Polaks Vater, ein KZ-Überlebender, ist nach 1945 in die alte Heimat zurückgekehrt, hat ein Kleidergeschäft aufgesperrt, die Mutter kam in den 70er- Jahren aus Leningrad. Sie ist bestimmende Figur und uneingeschränktes Familienoberhaupt, das den Sohn am liebsten zu Hause sieht und ihn erzieht. Etwa so: Wenn sie Oliver einen grünen oder einen roten Pullover kauft, und er trägt den grünen, fragt sie, warum er den roten nicht mag. Mit vier Jahren muss er noch im Kinderwagen sitzen, damit er sich nicht unerlaubt entfernen kann, und seine Mutter hätte später am liebsten selber ihr Abitur nachholen wollen, damit sie in der Schule neben Oliver hätte sitzen können. Sein Vater begleitet Oliver zur Musterung bei der Bundeswehr; als Jude ist der junge Polak vom Präsenzdienst befreit, er unterzieht sich zum Zeitvertreib dennoch der Prüfung: Der Vater bezichtigt die Kommission prompt, gewisse Methoden zu wiederholen. Polak erzählt das alles in einem ironischen, wunderbar bösen Stil; dieser brachte ihn nach seiner jüdischen Schule in Großbritannien – „zu teuer, um zu scheitern“ – als Moderator zu Viva und danach mit seiner jüdischen Nabel-, aber auch Deutschland-Beschau auf die Kabarettbühne. Wie so viele seiner Branche ist der Mann im persönlichen Gespräch ernster als die meisten anderen Zeitgenossen. Oder so zynisch, dass man ihn schon wieder ernst nimmt.

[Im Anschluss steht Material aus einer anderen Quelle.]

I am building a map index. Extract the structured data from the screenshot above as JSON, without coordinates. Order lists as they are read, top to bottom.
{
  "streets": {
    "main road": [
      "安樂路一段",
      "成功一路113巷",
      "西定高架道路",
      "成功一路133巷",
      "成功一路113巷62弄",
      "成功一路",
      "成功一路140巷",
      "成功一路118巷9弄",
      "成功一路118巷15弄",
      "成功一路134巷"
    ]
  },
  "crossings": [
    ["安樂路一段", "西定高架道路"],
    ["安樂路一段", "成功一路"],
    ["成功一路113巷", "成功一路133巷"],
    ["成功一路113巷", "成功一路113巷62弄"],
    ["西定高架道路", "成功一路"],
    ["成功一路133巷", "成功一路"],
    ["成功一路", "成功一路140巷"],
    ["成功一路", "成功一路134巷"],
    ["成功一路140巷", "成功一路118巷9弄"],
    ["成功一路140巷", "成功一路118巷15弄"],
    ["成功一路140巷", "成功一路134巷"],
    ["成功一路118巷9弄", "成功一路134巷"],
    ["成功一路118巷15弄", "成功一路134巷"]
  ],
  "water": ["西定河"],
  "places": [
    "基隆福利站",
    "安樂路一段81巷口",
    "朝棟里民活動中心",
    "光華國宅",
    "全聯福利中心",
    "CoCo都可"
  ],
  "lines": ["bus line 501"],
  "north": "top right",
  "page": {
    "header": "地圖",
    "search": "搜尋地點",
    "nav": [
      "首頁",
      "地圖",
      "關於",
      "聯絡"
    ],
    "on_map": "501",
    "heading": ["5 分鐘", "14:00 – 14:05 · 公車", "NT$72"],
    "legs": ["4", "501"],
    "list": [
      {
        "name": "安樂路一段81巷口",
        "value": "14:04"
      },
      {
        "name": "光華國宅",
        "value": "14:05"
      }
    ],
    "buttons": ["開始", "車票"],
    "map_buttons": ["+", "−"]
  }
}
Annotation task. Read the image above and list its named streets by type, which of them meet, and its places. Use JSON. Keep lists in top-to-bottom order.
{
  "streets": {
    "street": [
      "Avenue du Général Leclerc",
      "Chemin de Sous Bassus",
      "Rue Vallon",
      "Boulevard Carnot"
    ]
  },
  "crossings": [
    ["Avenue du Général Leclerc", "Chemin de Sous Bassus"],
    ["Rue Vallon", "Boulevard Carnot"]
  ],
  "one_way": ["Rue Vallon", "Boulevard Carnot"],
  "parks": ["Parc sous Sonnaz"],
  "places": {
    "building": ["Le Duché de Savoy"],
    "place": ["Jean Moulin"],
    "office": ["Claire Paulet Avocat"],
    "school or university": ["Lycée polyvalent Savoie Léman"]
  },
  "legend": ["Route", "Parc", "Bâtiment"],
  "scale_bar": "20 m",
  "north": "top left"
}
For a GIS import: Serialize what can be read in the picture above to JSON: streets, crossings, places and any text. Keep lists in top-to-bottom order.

Ob nicht gerade seine vom deutschen Publikum beklatschten Pointen, in denen schon einmal der Holocaust eine Rolle spielen kann, auch beweisen, dass die Vergangenheitsbewältigung in Deutschland gelungen sei? Nein, das sieht Polak im persönlichen Gespräch ganz anders: „Es wird noch heute damit Geschäft gemacht. Egal, ob ,Stern‘ oder ,Spiegel‘: Mit Adolf Hitler oder Titten verkauft sich das besser. Am besten mit beiden.“ Und das erste deutsche Nachrichtenmagazin hat es ihm überhaupt angetan: „Wenn Stauffenberg Erfolg gehabt hätte und Hitler gestorben wäre, würde der ,Spiegel‘ nicht existieren.“ (Apropos Stauffenberg: Der aktuelle Kinofilm hat laut Polak im Gegensatz zum realen Vorbild ein Happy End, denn am Schluss stirbt doch Tom Cruise.) Die Geschäftemacherei mit Hitler findet Polak jedenfalls bedenklich bis erschreckend – „weil dann ist es eigentlich nur noch eine Frage der Zeit, bis es Führer-Wochen bei McDonald’s gibt, mit Hamburger Hitler Royal und Chicken McGoebbels. Und als Sauce Jud süß-sauer“. Und das regt den sonst so abgeklärten Komiker fast wirklich auf.
O.K., diese Vergleiche bringt er auch im Rabenhof an, aber er wirkt auch die Spur emotionaler als er lässig zwischen zwei Pointen fragt, ob ein paar jüdische Single-Frauen um die 25 da seien, die ihm vielleicht gegen die Einsamkeit in dem Hotel beim Wiener Westbahnhof helfen könnten. Single-Frauen schon, sogar jüdische, aber doch die Spur älter wie er nach abschätzigem Blick in die erste Reihe feststellt: „Entschuldigung, Sie könnten meine Mutter sein.“ Darf man das? Er schon, er ist Komiker. Im Herbst kommt er wieder nach Wien.